Share ideas in a Slack group (or another preferred social messaging tool). Maxed out by information, stress, strategies, and decisions, self-employed New Yorker Aaron Sylvan set up a Slack group and invited 15 parents in his neighborhood to join. Different channels solicit and share at-home education resources, entertainment ideas, schedules, and humor/sanity. Using Slack instead of group-chat threads, he says, “people can follow the conversation without it eating up the whole day.”   

Set kids’ schedules and work around them. In Durham, N.C., Lauren Hanford and her husband kicked off a work-with-kids experiment. With their two daughters, ages 1 and 4, out of daycare, Mrs. H began her days working 4 a.m. to 6 a.m.  As of the interview, both parents—he usually works in an office—worked for an hour Monday morning while the baby napped and their four-year-old had iPad time. Both hoped to hop online from around 8 p.m. to 10 p.m., after the girls are asleep. 

Agree ahead of time on scheduling Given that groups do better when they know what to expect, the Sylvans of NY, created a schedule for their daughter’s days that includes walks, play time and academic activities. Around it, they try to split supervision duties equally. When both of them both have work? The partner with the higher-paying client takes priority. 

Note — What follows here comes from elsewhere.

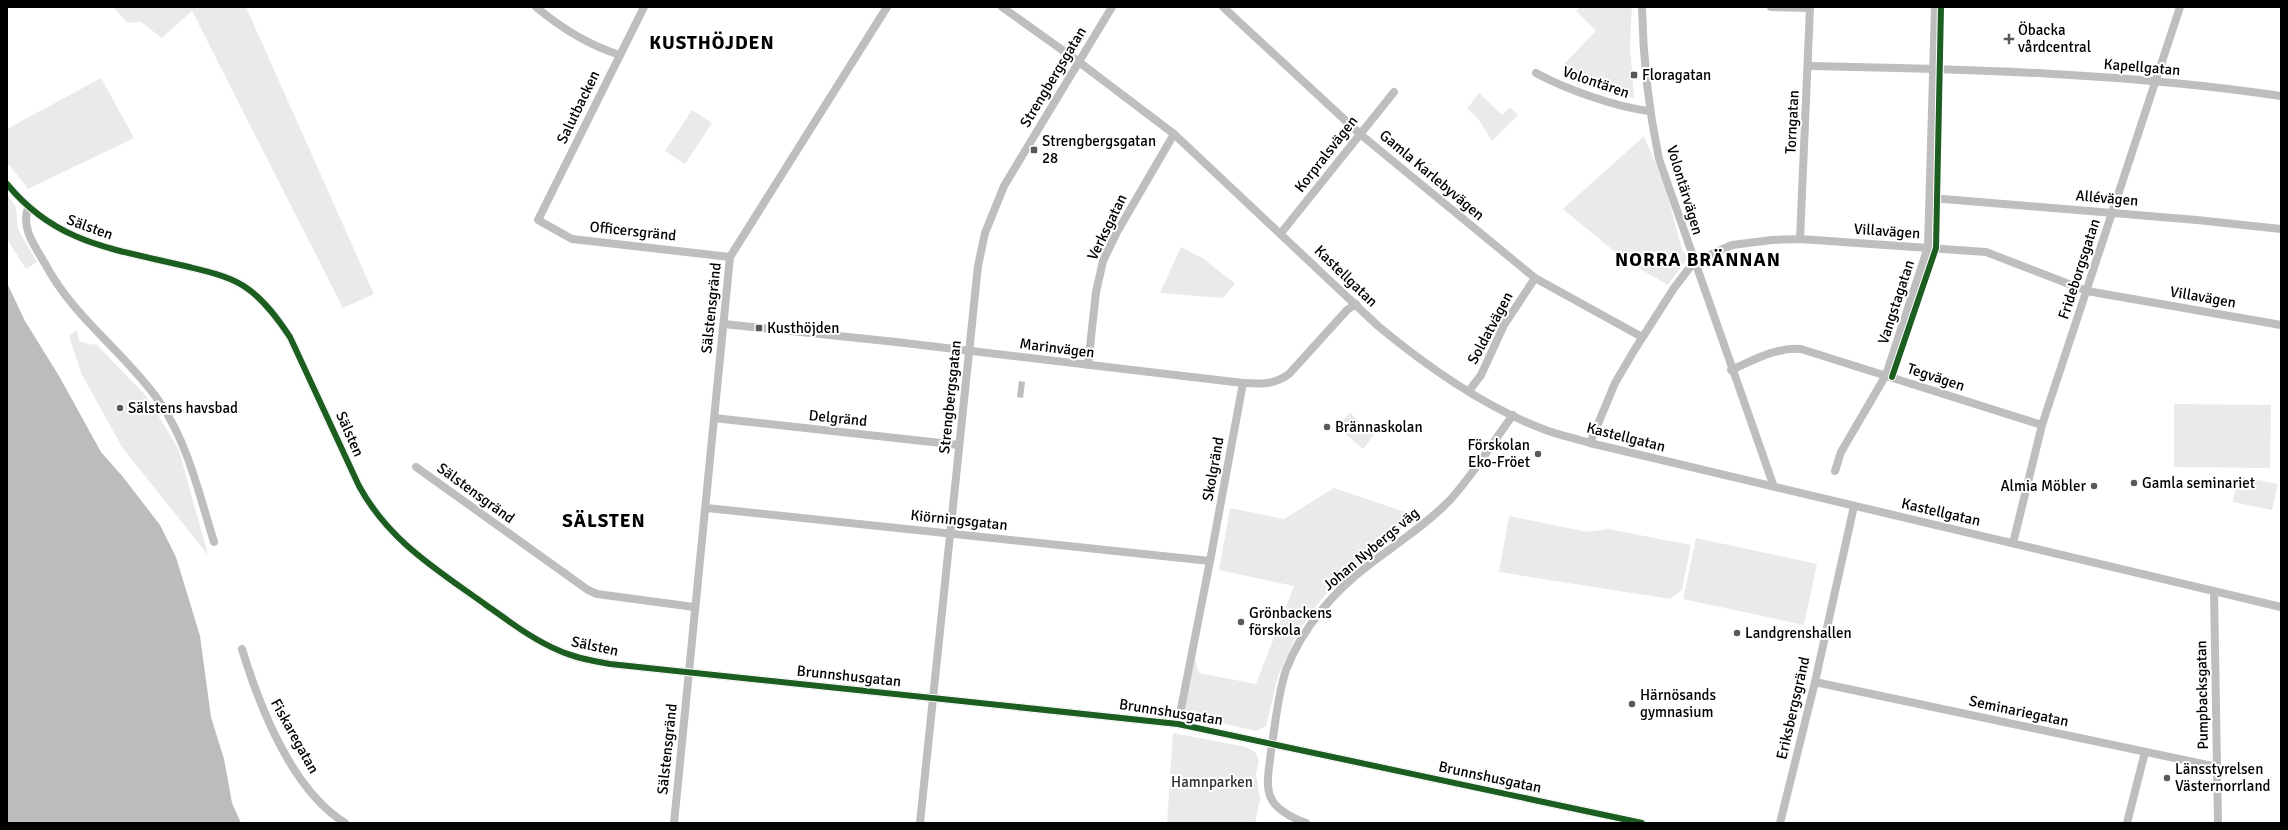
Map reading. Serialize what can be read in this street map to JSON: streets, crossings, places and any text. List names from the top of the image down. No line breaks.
{"streets":{"street":["Kapellgatan","Strengbergsgatan","Volontären","Salutbacken","Torngatan","Korpralsvägen","Gamla Karlebyvägen","Volontärvägen","Allévägen","Sälsten","Verksgatan","Officersgränd","Villavägen","Frideborgsgatan","Kastellgatan","Vangstagatan","Sälstensgränd","Soldatvägen","Marinvägen","Tegvägen","Delgränd","Skolgränd","Kiörningsgatan","Johan Nybergs väg","Brunnshusgatan","Pumpbacksgatan","Eriksbergsgränd","Seminariegatan","Fiskaregatan"]},"crossings":[["Kapellgatan","Torngatan"],["Kapellgatan","Frideborgsgatan"],["Kapellgatan","Vangstagatan"],["Strengbergsgatan","Kastellgatan"],["Strengbergsgatan","Marinvägen"],["Strengbergsgatan","Delgränd"],["Strengbergsgatan","Kiörningsgatan"],["Strengbergsgatan","Brunnshusgatan"],["Volontären","Volontärvägen"],["Salutbacken","Officersgränd"],["Torngatan","Villavägen"],["Korpralsvägen","Gamla Karlebyvägen"],["Korpralsvägen","Kastellgatan"],["Gamla Karlebyvägen","Villavägen"],["Gamla Karlebyvägen","Soldatvägen"],["Volontärvägen","Villavägen"],["Volontärvägen","Kastellgatan"],["Volontärvägen","Tegvägen"],["Allévägen","Frideborgsgatan"],["Allévägen","Vangstagatan"],["Sälsten","Sälstensgränd"],["Sälsten","Brunnshusgatan"],["Verksgatan","Kastellgatan"],["Verksgatan","Marinvägen"],["Officersgränd","Sälstensgränd"],["Villavägen","Frideborgsgatan"],["Villavägen","Kastellgatan"],["Villavägen","Vangstagatan"],["Frideborgsgatan","Kastellgatan"],["Frideborgsgatan","Tegvägen"],["Kastellgatan","Soldatvägen"],["Kastellgatan","Marinvägen"],["Kastellgatan","Johan Nybergs väg"],["Kastellgatan","Pumpbacksgatan"],["Kastellgatan","Eriksbergsgränd"],["Vangstagatan","Tegvägen"],["Sälstensgränd","Marinvägen"],["Sälstensgränd","Delgränd"],["Sälstensgränd","Kiörningsgatan"],["Sälstensgränd","Brunnshusgatan"],["Marinvägen","Skolgränd"],["Skolgränd","Kiörningsgatan"],["Skolgränd","Brunnshusgatan"],["Johan Nybergs väg","Brunnshusgatan"],["Pumpbacksgatan","Seminariegatan"],["Eriksbergsgränd","Seminariegatan"]],"districts":["KUSTHÖJDEN","NORRA BRÄNNAN","SÄLSTEN"],"parks":["Hamnparken"],"places":{"health":["Öbacka vårdcentral"],"transit":["Floragatan","Strengbergsgatan 28","Kusthöjden"],"other":["Sälstens havsbad","Brännaskolan","Förskolan Eko-Fröet","Gamla seminariet","Almia Möbler","Grönbackens förskola","Landgrenshallen","Härnösands gymnasium","Länsstyrelsen Västernorrland"]}}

Adjust expectations.  Ms. Hanford (see above) estimates that realistically, she’ll get in five solid hours of focused work a day, compared with eight before the outbreak. “I’m just showing a lot of support and kindness and grace to my team and asking for the same in return,” she says. “I keep telling my team, imagine how easy life is going to feel on the other side of this.”

Adjust conditions. Ksenia Peguero and husband installed blackout curtains in her daughter’s room to aid their daughter’s naptime/their work window. 

We’re all learning as we go, and that’s ok. Give yourself grace and space to learn and reflect.